• **Problem description**: Without the pictures, repeat all of the data exactly as it appears below.

• **Source material**:
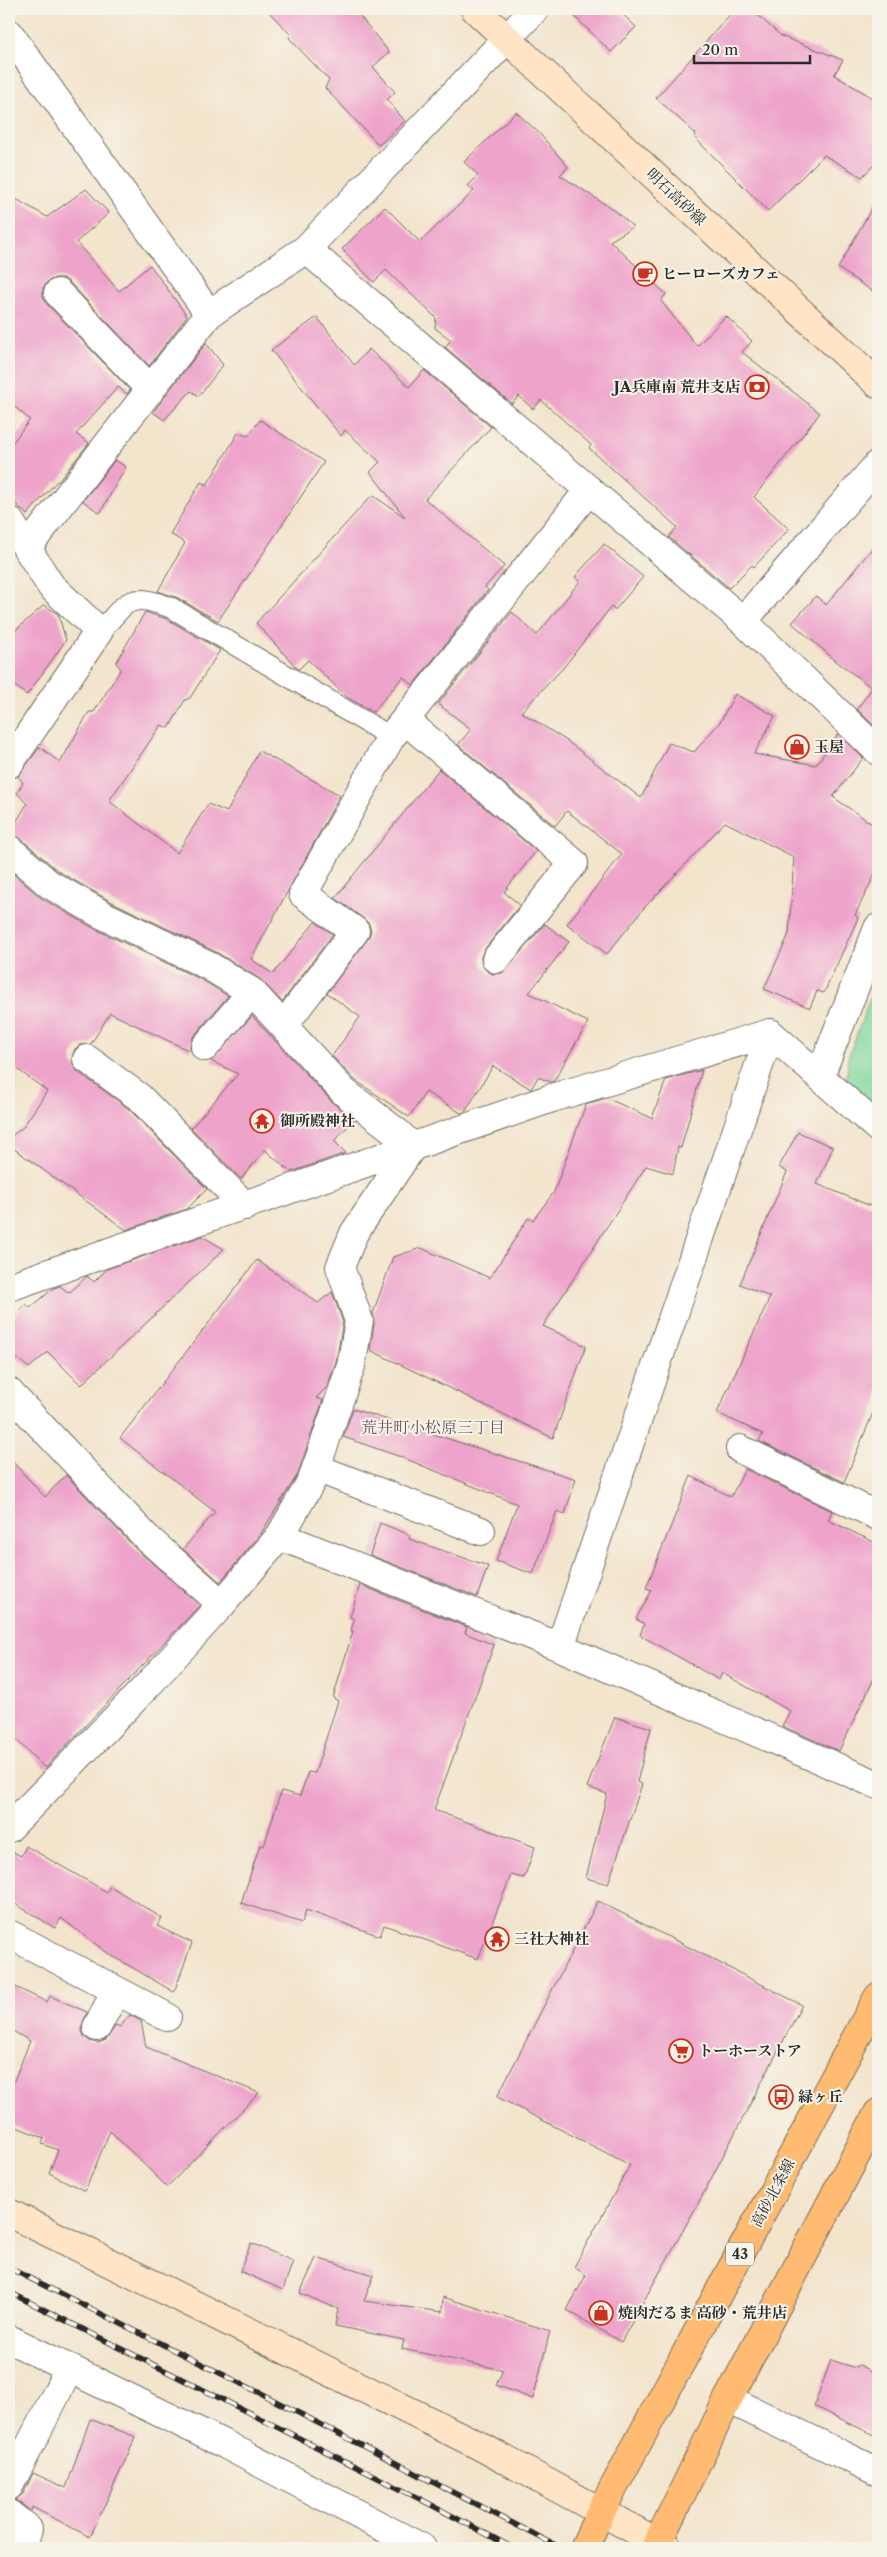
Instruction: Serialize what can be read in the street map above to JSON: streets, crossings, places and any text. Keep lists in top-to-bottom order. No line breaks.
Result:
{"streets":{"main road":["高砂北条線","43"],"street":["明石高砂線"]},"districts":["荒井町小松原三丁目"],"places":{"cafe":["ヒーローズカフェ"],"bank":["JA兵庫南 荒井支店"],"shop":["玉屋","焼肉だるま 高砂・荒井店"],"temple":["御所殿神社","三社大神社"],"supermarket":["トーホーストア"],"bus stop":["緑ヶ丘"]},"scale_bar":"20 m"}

• **Written reply**:
Instruction: Serialize what can be read in the street map above to JSON: streets, crossings, places and any text. Keep lists in top-to-bottom order. No line breaks.
Result:
{"streets":{"main road":["高砂北条線","43"],"street":["明石高砂線"]},"districts":["荒井町小松原三丁目"],"places":{"cafe":["ヒーローズカフェ"],"bank":["JA兵庫南 荒井支店"],"shop":["玉屋","焼肉だるま 高砂・荒井店"],"temple":["御所殿神社","三社大神社"],"supermarket":["トーホーストア"],"bus stop":["緑ヶ丘"]},"scale_bar":"20 m"}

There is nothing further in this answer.